Mt. Crested Butte reducing deposits required for new homes

“I think this is a much better system for everybody”

In response to some concerns about what might have been a doubling in the cost of building permits in Mt. Crested Butte, Carlos Velado community development coordinator, proposed a new way of calculating how much of a deposit the town should require from developers to avoid being stuck with unfinished projects.

 

 

The council asked Velado to revisit the clean-up deposit that was adopted earlier this year as part of the 2009 International Building Code, which amounted to 8 percent. “We got some glaring numbers there when we did valuations for two-plus-million-dollars.

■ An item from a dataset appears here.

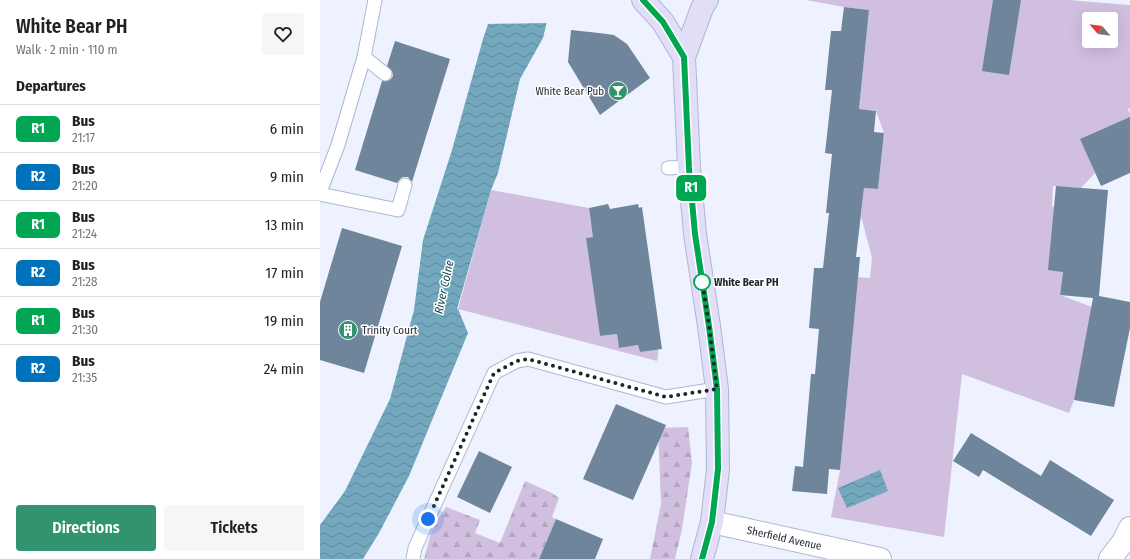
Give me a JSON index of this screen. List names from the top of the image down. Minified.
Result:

Naturally you’re going to get some pushback there,” Velado said.
To make the deposit easier to cover, without compromising the town’s protection, Velado proposed changing the deposit to 3 percent for projects valued up to $1 million, 2 percent for projects up to $3 million and then 1.5 percent for projects valued at $5 million and above.
That deposit would pay for the cost of finishing the exterior of a building or removing a foundation should the owner walk away prematurely. It’s one of four measures that were adopted recently to give the town protection from having to pay to clean up someone else’s mess.
The clean-up is paid for through the deposit, along with the use tax ordinance adopted by the council. The other changes adjust how building permits can be pulled by contractors. After recent trouble with foundations left unfinished in the Wildhorse Subdivision, the town stopped issuing both excavation and foundations permits before the building permits have been paid for.
“The use tax ordinance did a lot to correct for this. In the analysis I’ve done, we were underestimating the value of properties sometimes by 50 percent,” he said. “Of course when that valuation goes up the amount of the deposit goes up.”
However, with even a 2 percent deposit being required for all projects, the cost became excessive—even prohibitive—on the most expensive homes. At the same time, Valdo found that the actual cost of cleaning up a project wouldn’t rise proportionally as the price went up.
So, he suggested, the percentage people pay for the clean-up deposit should drop as the value of the project goes up. Now, instead of being $100,000, the cleanup deposit for your $5 million home is just $50,000.
But under the new calculations, the clean-up deposit would also cost $50,000 for a $2 million home and something less for everything in between. “So it’s not a perfectly sliding scale,” Councilman Dave Clayton pointed out.
Several councilmembers suggested the percentages should be adjusted to make the scale on which clean-up deposits are based slide evenly upward, without becoming excessive.
“Another assumption that I’m making here is that … we’re going to find these higher valuations in the single family homes that we’re already seeing now,” Velado said. “So I think we’re going to be dealing with houses in the realm of $1 million or more.”
He thought they could expect to see homes larger than the 3,300 and 3,900-square-foot homes being planned for the open foundations at the Wildhorse Subdivision, which instigated many of the recent changes to the way deposits are calculated. “Potentially we could see homes larger than that getting built in zoned single family home areas. So it’s kind of uncharted territory for us in valuations.”
Velado also asked that the council add language to the ordinance granting the community development department power to require additional money for the deposit if they feel the formula isn’t working out.
Councilman David O’Reilly said he wouldn’t have a problem doing that as long as Town Manager Joe Fitzpatrick was involved in the decision. Additionally, with two projects expected to start this fall in Mt. Crested Butte, Councilman Gary Keiser suggested the council make any changes retroactive, so those projects in the review process would pay deposits based on the new, reduced rates.
Finally the Town Council gave Velado enough to go back to work on an amendment to the building code ordinance, which he hoped to have back to the council for review sometime in September.
“I think this is a much better system for everybody,” he said.